Home is where the Herd is

Mullens native Dan D’Antoni slips on green blazer as Marshall coach

Right after calling it a “lifelong dream,” Danny D’Antoni wasted no time in refuting the critics.

“One, I am not 67. I’m 66 years old,” he said, drawing laughter from a crowd that included his dad and sister at a Friday press conference introducing him as Marshall’s 28th head men’s basketball coach. “Let’s get that straight. You’re aging me before I get there.”

D’Antoni won’t turn 67 until July 9. On Friday, he donned the green jacket not as Masters champion, but as is customary for a new hire in the Marshall athletic department. Athletic director Mike Hamrick wore one when he was hired in 2009. Doc Holliday did the same when he was introduced as football coach later that year.

Finally, it’s D’Antoni’s turn.

“This is a dream come true for me to bring a D’Antoni back to Marshall University,” Hamrick said. “It’s where he belongs. He belongs here. It’s taken a while, but we did it.”

The search started with the target squarely on a D’Antoni, just not Danny. His younger brother, Mike, the current head coach of the Los Angeles Lakers, was the coveted choice. The courtship lasted more than a month, until he informed Hamrick earlier this week that he could not take the job because of his contractual obligations to the Lakers.

So, attention swung to Danny, Mike’s assistant not only in Hollywood but also with the Phoenix Suns and New York Knicks.
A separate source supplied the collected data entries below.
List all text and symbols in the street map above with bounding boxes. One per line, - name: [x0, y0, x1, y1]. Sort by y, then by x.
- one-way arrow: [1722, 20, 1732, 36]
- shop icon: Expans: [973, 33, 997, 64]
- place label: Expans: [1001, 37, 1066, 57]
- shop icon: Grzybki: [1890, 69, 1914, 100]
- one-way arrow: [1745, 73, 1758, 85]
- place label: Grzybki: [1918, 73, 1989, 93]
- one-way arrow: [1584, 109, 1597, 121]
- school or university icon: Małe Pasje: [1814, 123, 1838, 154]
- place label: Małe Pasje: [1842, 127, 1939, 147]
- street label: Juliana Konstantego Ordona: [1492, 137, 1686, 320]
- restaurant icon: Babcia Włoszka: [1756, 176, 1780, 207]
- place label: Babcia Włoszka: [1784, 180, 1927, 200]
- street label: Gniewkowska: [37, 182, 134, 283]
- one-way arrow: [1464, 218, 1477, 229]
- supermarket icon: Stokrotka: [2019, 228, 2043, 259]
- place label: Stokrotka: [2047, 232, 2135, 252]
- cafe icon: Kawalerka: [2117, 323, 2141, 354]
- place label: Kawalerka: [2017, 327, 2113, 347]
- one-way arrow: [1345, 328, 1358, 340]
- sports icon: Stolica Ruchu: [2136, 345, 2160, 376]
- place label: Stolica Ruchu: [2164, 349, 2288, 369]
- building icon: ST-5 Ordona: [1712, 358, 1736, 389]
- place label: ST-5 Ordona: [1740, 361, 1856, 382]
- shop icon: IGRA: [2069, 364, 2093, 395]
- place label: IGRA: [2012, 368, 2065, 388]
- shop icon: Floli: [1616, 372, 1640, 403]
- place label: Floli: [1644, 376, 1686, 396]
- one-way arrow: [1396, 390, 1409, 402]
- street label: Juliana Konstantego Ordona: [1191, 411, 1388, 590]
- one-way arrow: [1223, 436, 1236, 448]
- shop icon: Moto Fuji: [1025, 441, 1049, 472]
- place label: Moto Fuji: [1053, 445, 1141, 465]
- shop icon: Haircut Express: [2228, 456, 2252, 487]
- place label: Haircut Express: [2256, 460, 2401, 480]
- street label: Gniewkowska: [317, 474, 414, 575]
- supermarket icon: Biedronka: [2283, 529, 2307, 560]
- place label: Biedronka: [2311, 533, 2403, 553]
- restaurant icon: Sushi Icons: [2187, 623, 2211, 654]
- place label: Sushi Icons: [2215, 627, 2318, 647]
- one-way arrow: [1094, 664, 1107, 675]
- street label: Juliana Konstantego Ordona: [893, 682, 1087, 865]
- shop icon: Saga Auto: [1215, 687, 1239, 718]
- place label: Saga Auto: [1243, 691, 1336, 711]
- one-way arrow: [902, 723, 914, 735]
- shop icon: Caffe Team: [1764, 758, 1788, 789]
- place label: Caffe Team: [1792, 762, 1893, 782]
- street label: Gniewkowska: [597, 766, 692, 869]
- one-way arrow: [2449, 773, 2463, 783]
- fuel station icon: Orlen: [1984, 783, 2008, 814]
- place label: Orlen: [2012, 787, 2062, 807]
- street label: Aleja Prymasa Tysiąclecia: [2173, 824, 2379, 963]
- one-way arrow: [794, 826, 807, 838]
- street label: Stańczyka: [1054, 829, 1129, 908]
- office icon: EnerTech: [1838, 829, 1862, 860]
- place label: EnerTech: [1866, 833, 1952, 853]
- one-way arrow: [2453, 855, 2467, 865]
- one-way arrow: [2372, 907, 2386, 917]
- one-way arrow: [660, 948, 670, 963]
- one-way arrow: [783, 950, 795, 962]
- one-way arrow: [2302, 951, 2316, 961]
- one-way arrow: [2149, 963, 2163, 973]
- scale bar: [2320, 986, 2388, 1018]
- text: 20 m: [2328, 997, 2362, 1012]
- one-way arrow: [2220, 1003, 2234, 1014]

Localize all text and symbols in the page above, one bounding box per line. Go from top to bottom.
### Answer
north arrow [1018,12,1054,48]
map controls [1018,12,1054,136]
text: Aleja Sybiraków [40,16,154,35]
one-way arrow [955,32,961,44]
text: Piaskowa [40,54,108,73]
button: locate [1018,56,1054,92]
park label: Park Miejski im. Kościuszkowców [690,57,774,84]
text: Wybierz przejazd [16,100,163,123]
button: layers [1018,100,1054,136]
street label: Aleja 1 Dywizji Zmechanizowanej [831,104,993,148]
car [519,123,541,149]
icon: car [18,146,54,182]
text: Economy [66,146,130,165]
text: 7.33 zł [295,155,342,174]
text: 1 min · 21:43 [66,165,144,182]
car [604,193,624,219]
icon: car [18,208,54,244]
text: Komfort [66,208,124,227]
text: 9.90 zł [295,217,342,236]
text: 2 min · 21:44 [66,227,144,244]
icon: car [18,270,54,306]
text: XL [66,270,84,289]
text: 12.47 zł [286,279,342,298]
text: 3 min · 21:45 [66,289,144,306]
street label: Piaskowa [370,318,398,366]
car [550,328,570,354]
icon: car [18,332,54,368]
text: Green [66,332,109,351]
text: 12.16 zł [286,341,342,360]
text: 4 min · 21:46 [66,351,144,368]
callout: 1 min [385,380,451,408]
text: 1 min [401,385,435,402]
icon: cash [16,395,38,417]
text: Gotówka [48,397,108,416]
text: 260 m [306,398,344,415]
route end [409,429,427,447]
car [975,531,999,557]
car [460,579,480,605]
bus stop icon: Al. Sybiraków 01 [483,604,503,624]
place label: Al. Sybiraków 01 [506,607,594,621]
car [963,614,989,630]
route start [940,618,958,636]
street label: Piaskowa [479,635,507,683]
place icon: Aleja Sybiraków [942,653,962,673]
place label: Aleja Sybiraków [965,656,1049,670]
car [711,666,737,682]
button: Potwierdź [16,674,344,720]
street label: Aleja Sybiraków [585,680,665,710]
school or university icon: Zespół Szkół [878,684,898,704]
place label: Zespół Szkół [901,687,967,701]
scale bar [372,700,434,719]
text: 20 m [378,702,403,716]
And Hamrick had his Son of Marshall.

A 1990 inductee into the Marshall Athletics Hall of Fame, D’Antoni was the starting point guard on the Marshall teams that played in the NIT in 1967 and 1968. The ’67 team reached the semifinals, and D’Antoni led the tournament in assists.

As a senior, he was an All-Mid-American Conference first-team selection in 1968-69, when he led the Herd in scoring at 17.5 points per game. He was All-MAC second team his junior season.

D’Antoni is one of 49 Marshall players to score 1,000 career points (1,109), and he ranks 13th in career free-throw percentage at .774 (301-of-389).

Now he’s back home, and while a large contingent of Herd fans is happy about it, the move has been met with tons of criticism. Most of it centers around D’Antoni’s age.

But D’Antoni, whose father Lewis is 100 years old and still drives, says that won’t matter.

“I feel like I am in good health and I have a lot of energy,” D’Antoni said.

Hamrick said he recently spent four days in Los Angeles with Danny and Mike.

“After seeing the energy these guys had, I said, ‘Wow. We’ve got something here,’” Hamrick said.

Another source of criticism is that D’Antoni has never coached at the college level. He coached 30 years at Socastee High in Myrtle Beach, amassing more than 500 wins, before starting his career as an NBA assistant in 2005.

Again, D’Antoni addressed the issue head-on.

“No, I have not coached college basketball,” he said. “But I promise we will have a staff that is well-wisened in college basketball.”

The third knock on D’Antoni is that he cannot relate to young players.

“That one really mystifies me,” D’Antoni said. “First of all, I have a 16-year-old daughter (Morgan). And she’ll tell you I communicate real clear to her.”

Not being able to connect with young players is a direct contrast to concerns he met in the NBA.

“They said I couldn’t relate to the older veterans, so we will put you with the young players and let you develop them,” said D’Antoni, who coached the Knicks’ and Lakers’ summer league teams. “So I don’t know which way to go.”

D’Antoni replaced Tom Herrion, who resigned March 14 after going 67-67 in four seasons.

n n n

Hamrick also recognized former Marshall quarterback Chad Pennington, who, with Mike D’Antoni, is co-chairman of Marshall’s Vision Campaign fundraising drive. He said they hope to have a “major announcement” about the campaign in about a month.